A couple months ago I posted about our new trait surveys. Thank you to all the participants who completed these so far! I'm following up now with links to the data, a bit of Python code for interpreting them, and a little analysis.
The website has been updated to make the csv format files containing results from google surveys publicly available. Here are links to the PGP participant survey, and the twelve trait surveys:
To help anyone interested in parsing the data, I've shared the Python code I've used on Github. There's also a copy of the survey data as of Feb 23 there along with some demo code, and a Readme.

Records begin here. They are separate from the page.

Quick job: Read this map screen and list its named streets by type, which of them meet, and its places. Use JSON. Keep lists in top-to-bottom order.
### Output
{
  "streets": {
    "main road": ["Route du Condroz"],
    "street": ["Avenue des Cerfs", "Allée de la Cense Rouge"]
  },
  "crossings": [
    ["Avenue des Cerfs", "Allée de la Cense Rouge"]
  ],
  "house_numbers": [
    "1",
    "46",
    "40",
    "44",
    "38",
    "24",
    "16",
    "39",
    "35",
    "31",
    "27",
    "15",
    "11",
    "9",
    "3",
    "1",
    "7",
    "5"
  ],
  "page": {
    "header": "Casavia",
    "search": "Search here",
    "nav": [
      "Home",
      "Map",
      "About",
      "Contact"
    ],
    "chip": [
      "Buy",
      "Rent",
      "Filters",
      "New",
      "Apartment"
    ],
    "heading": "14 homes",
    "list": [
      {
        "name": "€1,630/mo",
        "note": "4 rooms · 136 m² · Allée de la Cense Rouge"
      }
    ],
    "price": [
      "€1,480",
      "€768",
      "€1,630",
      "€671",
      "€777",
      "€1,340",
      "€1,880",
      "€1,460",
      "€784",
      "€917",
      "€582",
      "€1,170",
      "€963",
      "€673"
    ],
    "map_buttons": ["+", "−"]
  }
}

Finally, I did a bit of parsing of the trait survey data, combined with some features of the participant survey data (age and sex) to see if I could find anything interesting for you. The top 20 pairwise correlations below don't look terribly surprising, but I learned some new things. For example, I didn't know that TMJ disorder is much more common in women. (Of course, a quick web search discovers confirms this is a well known association.) This type of analysis isn't my forte -- maybe someone with more experience with machine learning can do cool stuff with this data!

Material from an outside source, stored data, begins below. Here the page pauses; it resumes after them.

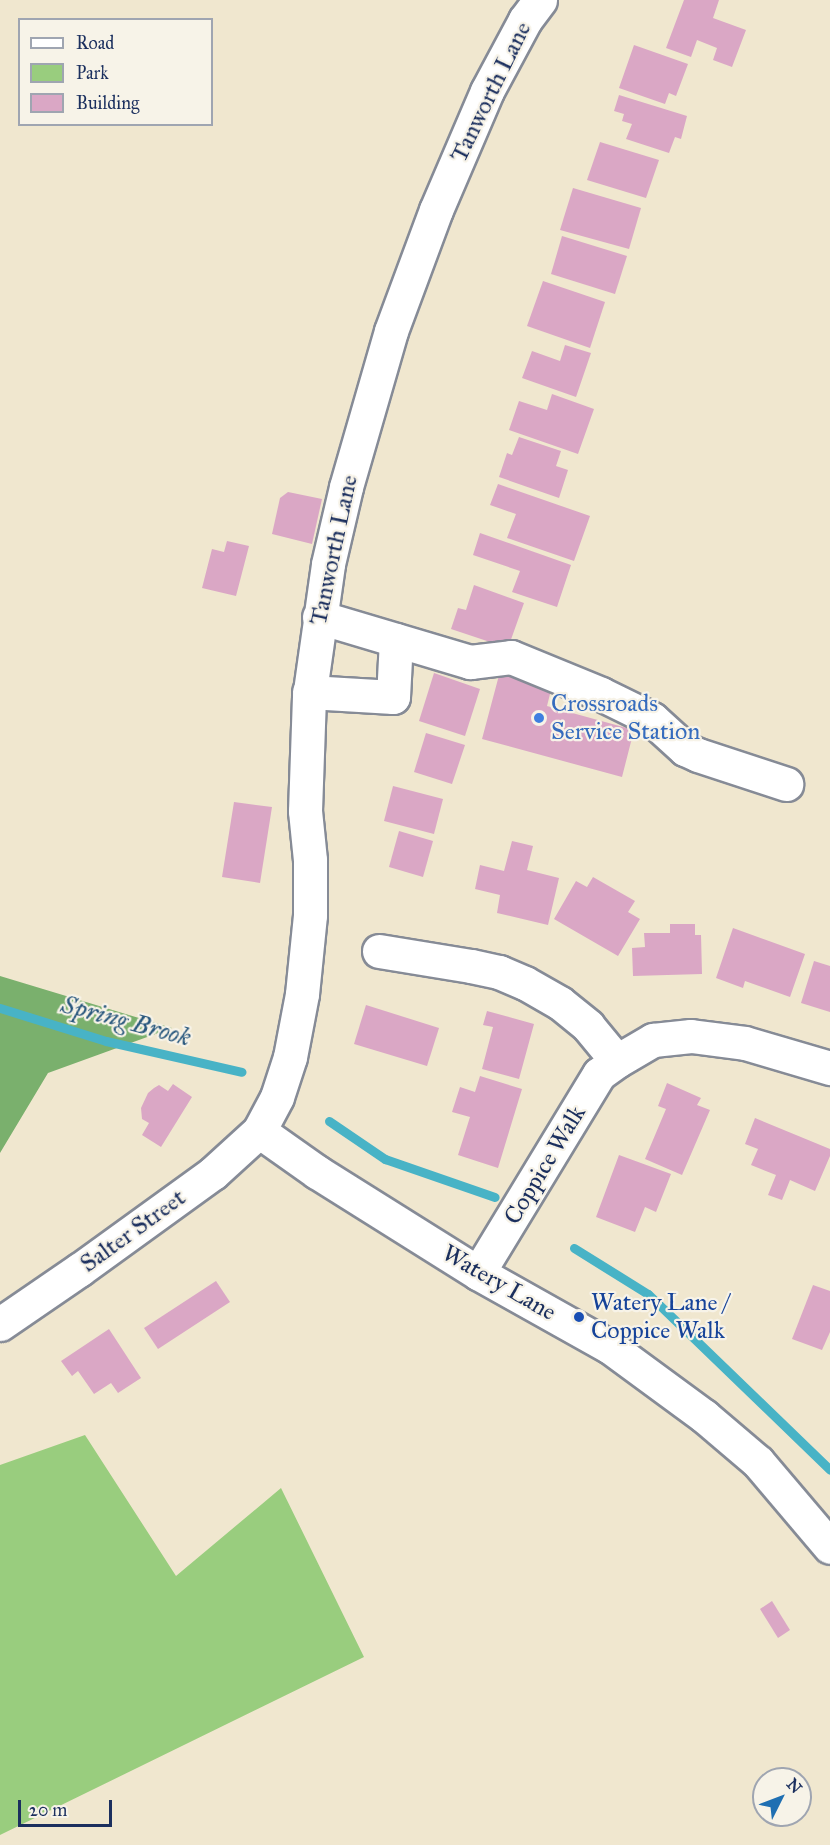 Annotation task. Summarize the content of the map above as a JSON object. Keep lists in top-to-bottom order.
{
  "streets": {
    "main road": [
      "Tanworth Lane",
      "Coppice Walk",
      "Salter Street",
      "Watery Lane"
    ]
  },
  "crossings": [
    ["Tanworth Lane", "Salter Street"],
    ["Tanworth Lane", "Watery Lane"],
    ["Coppice Walk", "Watery Lane"],
    ["Salter Street", "Watery Lane"]
  ],
  "water": ["Spring Brook"],
  "places": ["Crossroads Service Station", "Watery Lane / Coppice Walk"],
  "legend": ["Road", "Park", "Building"],
  "scale_bar": "20 m",
  "north": "top right"
}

(To read the table below: the first row indicates "60% of females reported a UTI, while only 12% of others reported one".)

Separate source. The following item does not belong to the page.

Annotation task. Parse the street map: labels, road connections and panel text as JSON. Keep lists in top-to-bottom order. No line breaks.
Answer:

Trait 1 | Trait 2 | p-value1 | % 1 with 2 | % others with 2 |
---|---|---|---|---|
Female | Urinary tract infection (UTI) | 3.1e-23 | 60.3% | 12.0% |
High cholesterol (hypercholesterolemia) | High triglycerides (hypertriglyceridemia) |
2.6e-15 | 36.9% | 3.1% |
Female | Ovarian cysts | 1.9e-13 | 21.9% | 0.4%2 |
60+ years | Age-related cataract | 9.1e-13 | 36.8% | 2.8% |
Female | Iron deficiency anemia | 2.4e-11 | 28.5% | 4.0% |
Myopia (Nearsightedness) | Astigmatism | 5.7e-11 | 59.2% | 25.5% |
High cholesterol (hypercholesterolemia) | Hypertension | 1.6e-09 | 42.9% | 11.6% |
Iron deficiency anemia | Urinary tract infection (UTI) | 1.9e-09 | 69.2% | 25.3% |
60+ years | Age-related hearing loss | 6.5e-09 | 31.6% | 4.1% |
Urinary tract infection (UTI) | Ovarian cysts | 1.7e-08 | 22.0% | 3.1% |
Polycystic ovary syndrome (PCOS) | Ovarian cysts | 2.1e-08 | 66.7% | 6.6% |
Hypothyroidism | Hashimoto's thyroiditis | 2.7e-08 | 23.1% | 0.6% |
Temporomandibular joint (TMJ) disorder | Fibrocystic breast disease | 5.3e-08 | 28.6% | 2.4% |
Nasal polyps | Chronic sinusitis | 7.0e-08 | 61.1% | 7.8% |
Osteoarthritis | Bone spurs | 1.1e-07 | 29.8% | 3.6% |
Female | Temporomandibular joint (TMJ) disorder | 1.4e-07 | 21.9% | 4.0% |
Female | Fibrocystic breast disease | 1.9e-07 | 12.6% | 0.4%2 |
Male | Hair loss (includes female and male pattern baldness) |
3.0e-07 | 29.5% | 8.3% |
Carpal tunnel syndrome | Temporomandibular joint (TMJ) disorder | 4.4e-07 | 52.2% | 8.5% |
Urinary tract infection (UTI) | Fibrocystic breast disease | 5.4e-07 | 14.4% | 1.2% |
1As calculated using a Fisher's Exact test. Note that these are not corrected for multiple hypothesis testing. I think a pessimistic Bonferroni correction would demand around 1e-6 for the magic 'p = 0.05' cutoff.
2I didn't look closely, but I suspect these non-zero numbers are because we have some transgender participants whose sex at birth differs from the gender they identify with (and the latter was what we have recorded on the participant survey).